1.How long does it mean to be pending for a long time?(A few milliseconds? A few hours?)

As you only mentioned, there is no fixed timing like that. Once the interrupt is pended (by hardware or software reasons), it will be in a queue until it gets executed and the pending status is cleared and the source of interrupt is cleared (in case of sticky interrupt sources like GPIO, Timer etc).

2.It says multiple same interrupt will be missed, but how many?

(Does that mean that all interrupts on hold at that time are discarded?)

Yes. The number of interrupts that come before you clear the pending state of first interrupt will be counted as single interrupt. In simple way the interrupt pending register is binary. Multiple pending requests are treated as single pending request.

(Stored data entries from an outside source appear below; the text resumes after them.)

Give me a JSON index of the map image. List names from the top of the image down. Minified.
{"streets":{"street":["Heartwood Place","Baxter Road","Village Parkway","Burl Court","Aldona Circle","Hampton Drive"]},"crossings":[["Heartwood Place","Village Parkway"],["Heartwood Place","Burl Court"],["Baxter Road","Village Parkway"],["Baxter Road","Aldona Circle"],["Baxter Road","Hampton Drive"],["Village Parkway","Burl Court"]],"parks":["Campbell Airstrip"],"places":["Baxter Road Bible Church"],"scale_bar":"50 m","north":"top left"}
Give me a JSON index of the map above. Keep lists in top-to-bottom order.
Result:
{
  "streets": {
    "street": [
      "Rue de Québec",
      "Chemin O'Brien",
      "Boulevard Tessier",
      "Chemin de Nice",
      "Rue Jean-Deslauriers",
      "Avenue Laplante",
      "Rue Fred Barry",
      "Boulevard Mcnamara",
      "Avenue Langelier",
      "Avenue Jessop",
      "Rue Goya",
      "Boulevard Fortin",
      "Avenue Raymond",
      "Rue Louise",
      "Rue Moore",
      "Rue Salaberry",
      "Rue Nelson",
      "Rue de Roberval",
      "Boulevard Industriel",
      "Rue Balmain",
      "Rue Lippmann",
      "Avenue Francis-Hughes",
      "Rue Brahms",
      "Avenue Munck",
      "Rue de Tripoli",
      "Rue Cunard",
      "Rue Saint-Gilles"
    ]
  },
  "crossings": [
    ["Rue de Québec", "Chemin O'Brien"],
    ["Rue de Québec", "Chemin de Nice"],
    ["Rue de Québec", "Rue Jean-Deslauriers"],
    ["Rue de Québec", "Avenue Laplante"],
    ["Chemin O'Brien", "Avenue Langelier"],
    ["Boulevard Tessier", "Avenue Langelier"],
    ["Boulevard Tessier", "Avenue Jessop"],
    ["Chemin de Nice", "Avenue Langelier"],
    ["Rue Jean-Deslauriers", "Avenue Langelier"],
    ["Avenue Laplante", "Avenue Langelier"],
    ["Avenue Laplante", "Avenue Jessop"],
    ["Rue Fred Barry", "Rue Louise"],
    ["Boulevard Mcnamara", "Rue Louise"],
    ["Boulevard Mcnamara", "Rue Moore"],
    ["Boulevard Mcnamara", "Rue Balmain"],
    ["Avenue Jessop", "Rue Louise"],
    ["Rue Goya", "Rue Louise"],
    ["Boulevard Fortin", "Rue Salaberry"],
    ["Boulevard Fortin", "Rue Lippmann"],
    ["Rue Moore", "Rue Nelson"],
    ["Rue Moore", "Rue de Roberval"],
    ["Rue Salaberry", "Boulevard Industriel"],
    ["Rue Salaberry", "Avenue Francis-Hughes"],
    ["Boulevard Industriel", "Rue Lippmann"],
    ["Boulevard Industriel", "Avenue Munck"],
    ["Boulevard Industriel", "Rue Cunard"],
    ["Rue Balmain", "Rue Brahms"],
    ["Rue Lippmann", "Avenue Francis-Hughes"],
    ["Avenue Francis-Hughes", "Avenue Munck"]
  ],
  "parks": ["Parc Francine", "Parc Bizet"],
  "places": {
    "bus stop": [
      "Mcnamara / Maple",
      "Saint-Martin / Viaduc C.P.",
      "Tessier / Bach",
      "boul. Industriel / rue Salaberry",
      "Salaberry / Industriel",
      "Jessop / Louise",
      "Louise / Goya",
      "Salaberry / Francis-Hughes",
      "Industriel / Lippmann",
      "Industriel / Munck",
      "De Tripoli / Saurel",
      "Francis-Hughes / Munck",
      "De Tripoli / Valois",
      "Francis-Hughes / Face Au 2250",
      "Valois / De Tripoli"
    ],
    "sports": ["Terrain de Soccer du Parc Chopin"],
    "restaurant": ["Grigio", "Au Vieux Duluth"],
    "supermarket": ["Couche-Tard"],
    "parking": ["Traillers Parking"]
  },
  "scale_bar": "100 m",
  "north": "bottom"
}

3.These interrupts may or may not be lost, and if so, please let us know if you have a specific reason.

Interrupts will not be lost unless the cases like 1 or 2 may exist. If you are facing any issue please let us know.

The best practice to deal with the interrupts is:

1. Clear the pending register as well as interrupt source register as the first step when you enter the ISR.

2. Keep the code as small as possible inside the ISR.

3. Divide the ISR into Top half and Bottom half and execute the code for Top Half inside the ISR.

4. Pend the PendSV interrupt and execute the Bottom half inside the PendSV Handler. Please find the attached document.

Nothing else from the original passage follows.